High-resolution imaging from gapped data has become a research hotspot in radar imaging field. Among many imaging algorithms, sparse Bayesian learning (SBL) is more robust and has greater estimation accuracy, which attracts active interest from researchers. Unfortunately, the inversion and multiplying operations are involved in each iteration of SBL lead to heavy computational complexity when they are implemented directly.

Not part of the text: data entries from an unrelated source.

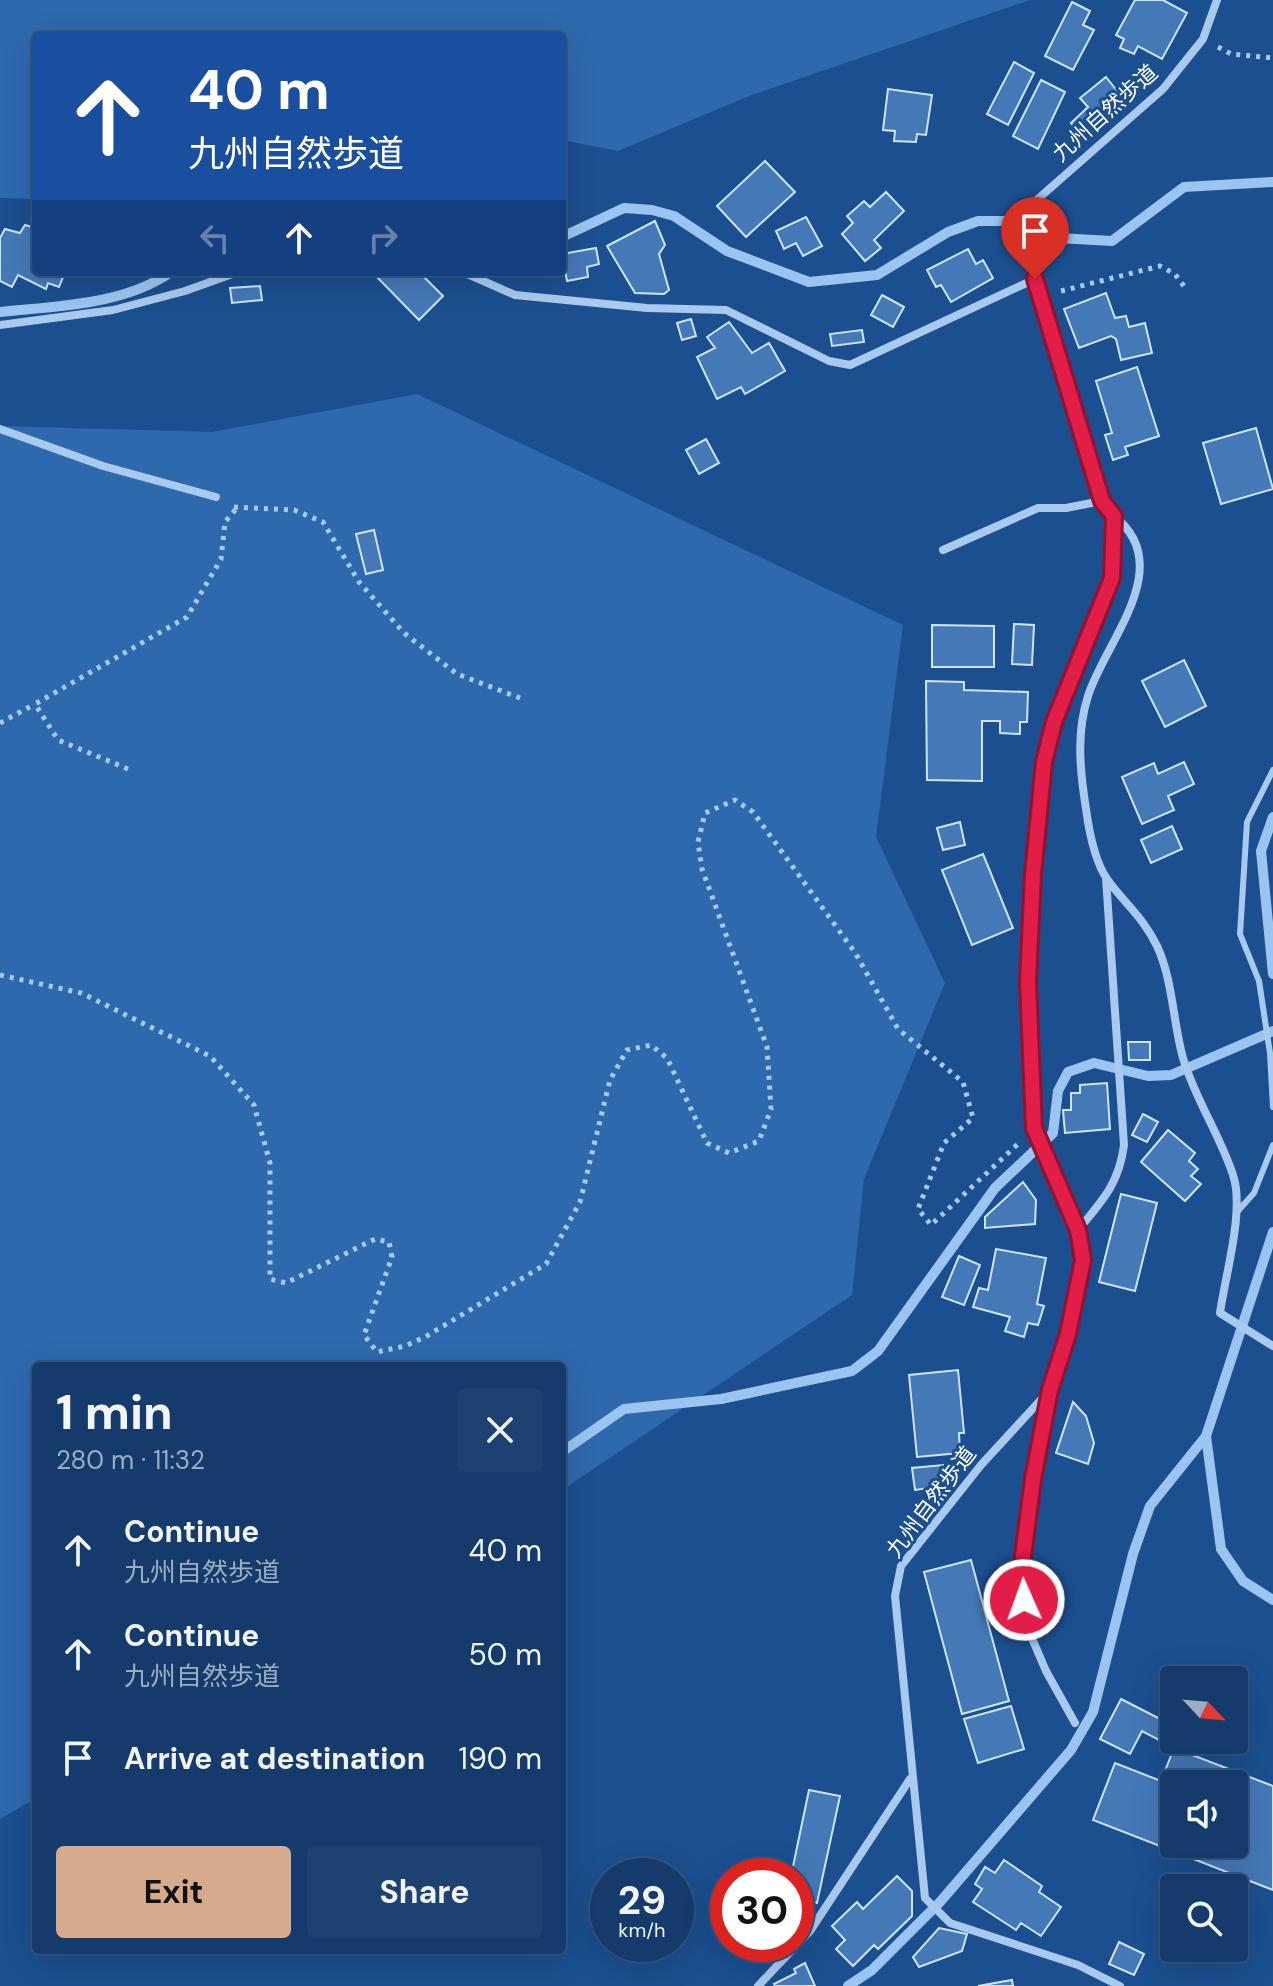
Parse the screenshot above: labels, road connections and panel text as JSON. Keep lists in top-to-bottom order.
{
  "streets": {
    "street": ["九州自然歩道"]
  },
  "north": "bottom right",
  "page": {
    "turn": ["40 m", "九州自然歩道"],
    "heading": ["1 min", "280 m · 11:32"],
    "list": [
      {
        "name": "Continue",
        "note": "九州自然歩道",
        "value": "40 m"
      },
      {
        "name": "Continue",
        "note": "九州自然歩道",
        "value": "50 m"
      },
      {
        "name": "Arrive at destination",
        "value": "190 m"
      }
    ],
    "buttons": ["Exit", "Share"],
    "speed": "29 km/h",
    "limit": "30"
  }
}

In this paper, we propose a fast Fourier dictionary (FD)-based SBL algorithm to solve high-resolution imaging from gapped data, greatly reducing the calculation cost. Finally, the experimental results verify the effectiveness of the proposed method.
基于快速稀疏贝叶斯学习的缺口数据高分辨率成像
空白数据的高分辨率成像已成为雷达成像领域的研究热点。在众多成像算法中,稀疏贝叶斯学习算法(SBL)鲁棒性强,估计精度高,引起了研究人员的广泛关注。遗憾的是,SBL的每次迭代都涉及到反转和乘法运算,直接实现时计算复杂度很高。本文提出了一种基于快速傅立叶字典(FD)的SBL算法,从间隙数据中求解高分辨率成像,大大降低了计算成本。最后,通过实验验证了所提方法的有效性。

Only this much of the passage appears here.